→ **Work required**
Take the records below and write them out again exactly.

→ **Material supplied**
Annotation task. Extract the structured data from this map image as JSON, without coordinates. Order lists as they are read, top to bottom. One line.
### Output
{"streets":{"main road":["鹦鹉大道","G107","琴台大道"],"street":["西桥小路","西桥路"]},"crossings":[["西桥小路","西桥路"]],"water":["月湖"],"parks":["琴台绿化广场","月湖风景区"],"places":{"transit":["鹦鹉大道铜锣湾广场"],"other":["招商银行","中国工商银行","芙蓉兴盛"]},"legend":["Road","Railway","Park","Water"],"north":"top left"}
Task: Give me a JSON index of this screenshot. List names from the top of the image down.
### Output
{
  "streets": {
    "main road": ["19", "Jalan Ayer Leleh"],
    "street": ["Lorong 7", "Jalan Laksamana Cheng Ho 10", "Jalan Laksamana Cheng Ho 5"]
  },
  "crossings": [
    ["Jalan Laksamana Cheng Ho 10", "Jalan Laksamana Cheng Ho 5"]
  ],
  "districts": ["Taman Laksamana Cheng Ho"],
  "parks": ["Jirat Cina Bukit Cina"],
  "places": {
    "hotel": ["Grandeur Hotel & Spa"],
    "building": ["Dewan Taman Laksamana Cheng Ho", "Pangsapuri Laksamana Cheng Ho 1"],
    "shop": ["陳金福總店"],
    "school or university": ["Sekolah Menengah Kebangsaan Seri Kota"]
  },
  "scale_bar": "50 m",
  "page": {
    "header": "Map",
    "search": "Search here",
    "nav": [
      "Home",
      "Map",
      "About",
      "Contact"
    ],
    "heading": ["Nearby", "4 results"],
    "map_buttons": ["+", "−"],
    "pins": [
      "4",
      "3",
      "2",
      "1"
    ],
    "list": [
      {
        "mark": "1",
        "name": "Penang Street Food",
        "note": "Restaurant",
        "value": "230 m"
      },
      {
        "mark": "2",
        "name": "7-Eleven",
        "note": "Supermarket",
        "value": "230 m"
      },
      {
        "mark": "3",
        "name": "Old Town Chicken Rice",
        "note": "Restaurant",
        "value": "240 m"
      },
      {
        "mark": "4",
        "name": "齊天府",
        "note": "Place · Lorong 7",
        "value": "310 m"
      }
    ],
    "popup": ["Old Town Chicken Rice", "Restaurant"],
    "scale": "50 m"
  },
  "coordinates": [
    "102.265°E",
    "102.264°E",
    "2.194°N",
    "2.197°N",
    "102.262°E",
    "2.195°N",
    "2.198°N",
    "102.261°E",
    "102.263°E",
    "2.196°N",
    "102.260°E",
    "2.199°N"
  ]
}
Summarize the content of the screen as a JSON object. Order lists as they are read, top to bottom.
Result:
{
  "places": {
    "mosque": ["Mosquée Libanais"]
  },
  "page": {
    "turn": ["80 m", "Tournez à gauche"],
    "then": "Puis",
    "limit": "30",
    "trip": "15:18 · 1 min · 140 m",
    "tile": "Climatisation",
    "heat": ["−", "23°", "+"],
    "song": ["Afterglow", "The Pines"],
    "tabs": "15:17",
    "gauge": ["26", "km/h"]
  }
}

→ **Result for this exercise**
Annotation task. Extract the structured data from this map image as JSON, without coordinates. Order lists as they are read, top to bottom. One line.
### Output
{"streets":{"main road":["鹦鹉大道","G107","琴台大道"],"street":["西桥小路","西桥路"]},"crossings":[["西桥小路","西桥路"]],"water":["月湖"],"parks":["琴台绿化广场","月湖风景区"],"places":{"transit":["鹦鹉大道铜锣湾广场"],"other":["招商银行","中国工商银行","芙蓉兴盛"]},"legend":["Road","Railway","Park","Water"],"north":"top left"}
Task: Give me a JSON index of this screenshot. List names from the top of the image down.
### Output
{
  "streets": {
    "main road": ["19", "Jalan Ayer Leleh"],
    "street": ["Lorong 7", "Jalan Laksamana Cheng Ho 10", "Jalan Laksamana Cheng Ho 5"]
  },
  "crossings": [
    ["Jalan Laksamana Cheng Ho 10", "Jalan Laksamana Cheng Ho 5"]
  ],
  "districts": ["Taman Laksamana Cheng Ho"],
  "parks": ["Jirat Cina Bukit Cina"],
  "places": {
    "hotel": ["Grandeur Hotel & Spa"],
    "building": ["Dewan Taman Laksamana Cheng Ho", "Pangsapuri Laksamana Cheng Ho 1"],
    "shop": ["陳金福總店"],
    "school or university": ["Sekolah Menengah Kebangsaan Seri Kota"]
  },
  "scale_bar": "50 m",
  "page": {
    "header": "Map",
    "search": "Search here",
    "nav": [
      "Home",
      "Map",
      "About",
      "Contact"
    ],
    "heading": ["Nearby", "4 results"],
    "map_buttons": ["+", "−"],
    "pins": [
      "4",
      "3",
      "2",
      "1"
    ],
    "list": [
      {
        "mark": "1",
        "name": "Penang Street Food",
        "note": "Restaurant",
        "value": "230 m"
      },
      {
        "mark": "2",
        "name": "7-Eleven",
        "note": "Supermarket",
        "value": "230 m"
      },
      {
        "mark": "3",
        "name": "Old Town Chicken Rice",
        "note": "Restaurant",
        "value": "240 m"
      },
      {
        "mark": "4",
        "name": "齊天府",
        "note": "Place · Lorong 7",
        "value": "310 m"
      }
    ],
    "popup": ["Old Town Chicken Rice", "Restaurant"],
    "scale": "50 m"
  },
  "coordinates": [
    "102.265°E",
    "102.264°E",
    "2.194°N",
    "2.197°N",
    "102.262°E",
    "2.195°N",
    "2.198°N",
    "102.261°E",
    "102.263°E",
    "2.196°N",
    "102.260°E",
    "2.199°N"
  ]
}
Summarize the content of the screen as a JSON object. Order lists as they are read, top to bottom.
Result:
{
  "places": {
    "mosque": ["Mosquée Libanais"]
  },
  "page": {
    "turn": ["80 m", "Tournez à gauche"],
    "then": "Puis",
    "limit": "30",
    "trip": "15:18 · 1 min · 140 m",
    "tile": "Climatisation",
    "heat": ["−", "23°", "+"],
    "song": ["Afterglow", "The Pines"],
    "tabs": "15:17",
    "gauge": ["26", "km/h"]
  }
}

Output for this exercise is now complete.